梅雨は嫌いだ!こんな日はサントラを聴くに限る!という気持ちで仕事していた。ついついエモーショナルに走る。

Carol 「怒り」オリジナル・サウンドトラック koko

小さい時に大好きだったドラマは、「やまとなでしこ」と「愛し君へ」で、特に「愛し君へ」はビデオテープが擦り切れるほど、何度も何度も見ていた。本当に美しくて特別なドラマだった。最近になって脚本が坂元裕二さんだったということを知った。
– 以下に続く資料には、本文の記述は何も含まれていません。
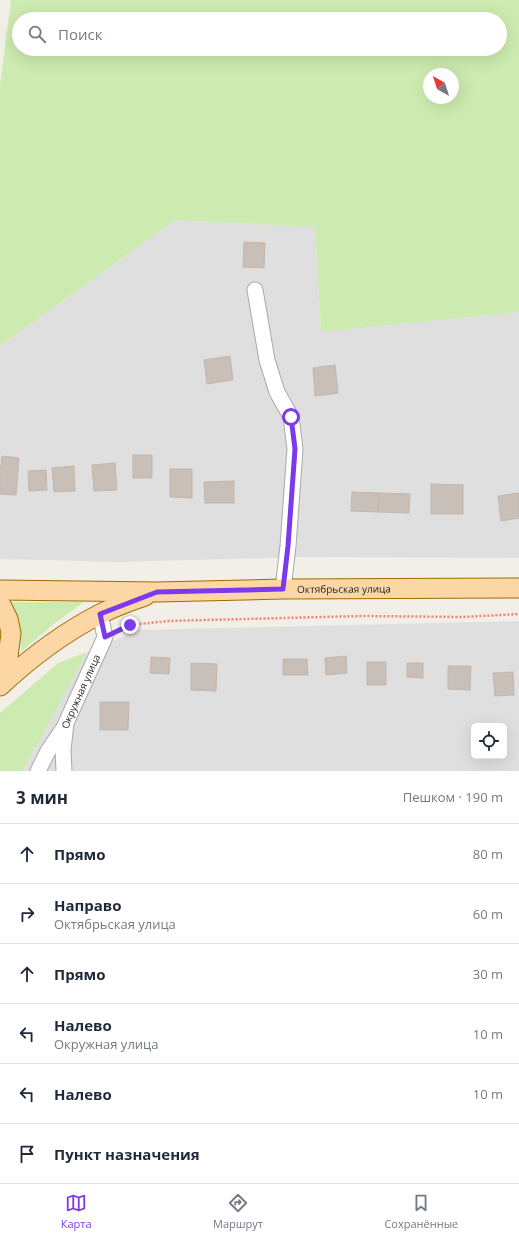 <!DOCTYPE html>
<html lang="ru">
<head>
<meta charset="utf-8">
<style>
	body { margin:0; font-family:"Open Sans",sans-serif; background:#f2f2f3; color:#1f2937 }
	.controls { position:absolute; right:12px; bottom:12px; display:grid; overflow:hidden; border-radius:6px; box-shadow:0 4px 16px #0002 }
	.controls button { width:36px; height:36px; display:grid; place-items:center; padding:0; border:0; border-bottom:1px solid #e0e1e3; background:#fff; color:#1f2937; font:20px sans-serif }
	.compass { position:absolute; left:423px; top:68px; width:36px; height:36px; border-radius:50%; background:#fff; box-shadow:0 4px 16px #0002; rotate:321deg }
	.stop { position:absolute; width:12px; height:12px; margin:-9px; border:3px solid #7c3aed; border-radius:50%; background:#fff }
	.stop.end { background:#7c3aed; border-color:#fff; box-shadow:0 1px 4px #0008 }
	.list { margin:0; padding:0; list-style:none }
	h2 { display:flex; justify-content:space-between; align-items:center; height:52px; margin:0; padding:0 16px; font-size:17px }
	h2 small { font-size:13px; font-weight:400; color:#747a83 }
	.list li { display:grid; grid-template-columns:26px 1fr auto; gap:12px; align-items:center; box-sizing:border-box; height:60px; padding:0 16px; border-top:1px solid #e0e1e3 }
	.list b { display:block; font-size:15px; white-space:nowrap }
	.list p { margin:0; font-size:13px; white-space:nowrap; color:#747a83 }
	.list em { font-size:13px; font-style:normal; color:#747a83 }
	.icon { flex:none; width:22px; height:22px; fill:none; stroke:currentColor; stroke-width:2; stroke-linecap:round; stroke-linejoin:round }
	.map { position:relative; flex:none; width:519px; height:771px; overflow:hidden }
	.search { position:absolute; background:#fff; box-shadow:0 4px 16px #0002; left:12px; right:12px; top:12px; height:44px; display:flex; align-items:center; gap:10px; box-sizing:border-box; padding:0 14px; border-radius:22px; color:#747a83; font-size:15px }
	.sheet { height:412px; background:#fff }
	nav { display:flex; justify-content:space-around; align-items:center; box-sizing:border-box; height:56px; border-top:1px solid #e0e1e3; background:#fff; font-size:11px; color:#747a83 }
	nav a { display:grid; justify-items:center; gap:2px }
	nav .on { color:#7c3aed }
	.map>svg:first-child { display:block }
</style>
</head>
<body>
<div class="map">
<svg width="519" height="771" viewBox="0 0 519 771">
	<rect width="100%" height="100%" fill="#f2efe9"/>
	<path fill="#e0dfdf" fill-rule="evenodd" d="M 175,220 L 315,227 L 321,332 L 519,312 L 519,558 L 306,557 L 119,562 L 0,559 L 0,346 Z
		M 519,621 L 519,771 L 23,771 L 87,652 L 139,630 ZM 474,726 L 504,726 L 504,756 L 474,756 Z"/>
	<path fill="#cdebb0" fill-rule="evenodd" d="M 11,0 L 519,0 L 519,312 L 321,332 L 315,227 L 175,220 L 0,346 L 0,86 ZM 19,19 L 500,19 L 500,49 L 19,49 ZM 429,74 L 453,74 L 453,98 L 429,98 Z
		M 6,602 L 84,602 L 55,623 L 22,651 L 16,624 Z
		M 87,652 L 23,771 L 0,771 L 0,713 L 58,663 Z"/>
	<path fill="#c7bfb8" stroke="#c4b6ab" d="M 244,242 L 265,243 L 264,268 L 243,267 Z
		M 230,356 L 233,380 L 207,384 L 204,360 Z
		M 335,365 L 338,393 L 315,396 L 313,368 Z
		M 133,455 L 152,455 L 152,478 L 133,478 Z
		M 2,456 L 19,458 L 16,495 L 0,494 L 0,466 L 1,466 Z
		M 115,463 L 117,490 L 94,491 L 92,465 Z
		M 74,466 L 75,491 L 54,492 L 52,468 Z
		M 170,469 L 192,469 L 192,498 L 170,497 Z
		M 46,470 L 47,490 L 29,491 L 28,471 Z
		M 234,481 L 234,503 L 205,503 L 204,482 Z
		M 431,484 L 463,485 L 463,514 L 431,514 Z
		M 352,492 L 379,493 L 378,512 L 351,511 Z
		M 379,493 L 410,494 L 409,513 L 378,512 Z
		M 519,493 L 519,518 L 501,521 L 498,496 Z
		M 346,656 L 347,673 L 326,675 L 325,658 Z
		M 151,657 L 170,658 L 169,674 L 150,673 Z
		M 283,659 L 307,659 L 308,675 L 283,675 Z
		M 367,662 L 386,662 L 386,685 L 367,685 Z
		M 191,663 L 217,664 L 216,691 L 191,690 Z
		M 407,663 L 423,663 L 423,678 L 407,677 Z
		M 448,666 L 471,666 L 470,690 L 448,689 Z
		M 513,672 L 514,695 L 495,696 L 493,673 Z
		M 100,702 L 129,702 L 128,730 L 100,730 Z"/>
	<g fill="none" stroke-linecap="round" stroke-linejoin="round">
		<defs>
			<g id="minor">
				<path d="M 255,290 L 267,360 L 277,392 L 291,417 L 295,449 L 288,546 L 283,589"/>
				<path d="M 38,771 L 48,751 L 65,726"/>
				<path id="s1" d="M 64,771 L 63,750 L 66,723 L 105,637 L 100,614"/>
			</g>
			<g id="major">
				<path id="s2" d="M 0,590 L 157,592 L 283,589 L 519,588"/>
				<path d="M 0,603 L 8,619 L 11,633 L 7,665 L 0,680"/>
				<path d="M 0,686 C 30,658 63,633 100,614 C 114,607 130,601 145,596"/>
			</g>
		</defs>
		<use href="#minor" stroke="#a9a9a9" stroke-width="17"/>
		<use href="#major" stroke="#a06b00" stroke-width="21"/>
		<path stroke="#fa8072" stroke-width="2.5" stroke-dasharray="2 2" stroke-linecap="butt" d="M 117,631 L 130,625 L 168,621 L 361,616 L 463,617 L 519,614"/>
		<use href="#minor" stroke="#fff" stroke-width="15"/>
		<use href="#major" stroke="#fcd6a4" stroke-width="19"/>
	</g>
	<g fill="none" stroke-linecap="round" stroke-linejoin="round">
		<path stroke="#7c3aed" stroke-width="5" d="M 130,625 L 105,637 L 100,614 L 157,592 L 283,589 L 288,546 L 295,449 L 291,417"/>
	</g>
	<g text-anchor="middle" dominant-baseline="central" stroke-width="3" stroke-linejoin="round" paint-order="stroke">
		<g font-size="10" fill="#222" stroke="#fff">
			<text stroke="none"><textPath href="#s2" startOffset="344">Октябрьская улица</textPath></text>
			<text stroke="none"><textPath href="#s1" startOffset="83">Окружная улица</textPath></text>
		</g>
	</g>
</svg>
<div class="controls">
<button><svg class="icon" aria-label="locate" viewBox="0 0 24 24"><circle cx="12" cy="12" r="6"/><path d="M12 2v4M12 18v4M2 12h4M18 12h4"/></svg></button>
</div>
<svg class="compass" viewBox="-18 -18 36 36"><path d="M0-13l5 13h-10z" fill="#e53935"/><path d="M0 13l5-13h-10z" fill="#747a83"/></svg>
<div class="stop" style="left:291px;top:417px"></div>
<div class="stop end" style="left:130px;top:625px"></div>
<div class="search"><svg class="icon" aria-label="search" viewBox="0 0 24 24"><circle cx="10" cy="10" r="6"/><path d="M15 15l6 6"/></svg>Поиск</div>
</div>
<section class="sheet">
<h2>3 мин<small>Пешком · 190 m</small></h2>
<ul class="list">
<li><svg class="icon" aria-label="ahead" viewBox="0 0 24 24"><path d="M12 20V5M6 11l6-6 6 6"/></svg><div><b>Прямо</b></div><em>80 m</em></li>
<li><svg class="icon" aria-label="right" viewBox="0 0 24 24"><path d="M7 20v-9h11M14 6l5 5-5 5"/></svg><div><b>Направо</b><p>Октябрьская улица</p></div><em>60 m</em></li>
<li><svg class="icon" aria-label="ahead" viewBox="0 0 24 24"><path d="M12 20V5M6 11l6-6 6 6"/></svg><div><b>Прямо</b></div><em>30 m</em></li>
<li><svg class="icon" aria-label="left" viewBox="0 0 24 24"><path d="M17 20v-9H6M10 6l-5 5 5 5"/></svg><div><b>Налево</b><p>Окружная улица</p></div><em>10 m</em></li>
<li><svg class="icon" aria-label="left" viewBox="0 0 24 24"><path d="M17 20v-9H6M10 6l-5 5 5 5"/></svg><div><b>Налево</b></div><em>10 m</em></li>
<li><svg class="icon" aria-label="arrive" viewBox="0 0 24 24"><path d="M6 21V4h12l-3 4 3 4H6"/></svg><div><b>Пункт назначения</b></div></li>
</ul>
</section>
<nav>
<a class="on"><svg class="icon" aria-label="map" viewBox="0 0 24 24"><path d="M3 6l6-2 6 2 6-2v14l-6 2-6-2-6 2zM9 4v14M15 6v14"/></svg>Карта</a>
<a><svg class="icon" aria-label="directions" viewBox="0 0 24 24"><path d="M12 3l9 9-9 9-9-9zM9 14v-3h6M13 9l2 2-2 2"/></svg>Маршрут</a>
<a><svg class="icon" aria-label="saved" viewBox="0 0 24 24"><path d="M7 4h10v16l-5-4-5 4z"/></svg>Сохранённые</a>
</nav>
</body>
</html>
泉谷しげるさんが演じた不器用な父を、おぼろげに思い出すだけで泣いてしまう。海辺で、娘の名前の意味を打ち明けるシーン。小学生とかそのくらいに見たドラマのワンシーンが今も消えなくて、多分わたしを形成する何かの大事な部分を占めている。

そんなことを思ってから、Youtube森山直太朗の「愛し君へ」をずっと聞いている。


森山直太朗 愛し君へ(LIVE)

一曲聞くと、そこから好きそうな歌を流し続けてくれるYoutubeはすごくすごく有能だけど、どこから始めても結局ミスチルにたどり着き、そこから自動的に永遠ミスチル地獄に陥るこの現象に名前をつけたい。いやミスチルはだいすきだ言うまでもなく素晴らしいんだけど、どの入り口から入っても最終点はミスチルにたどり着く無限ループ。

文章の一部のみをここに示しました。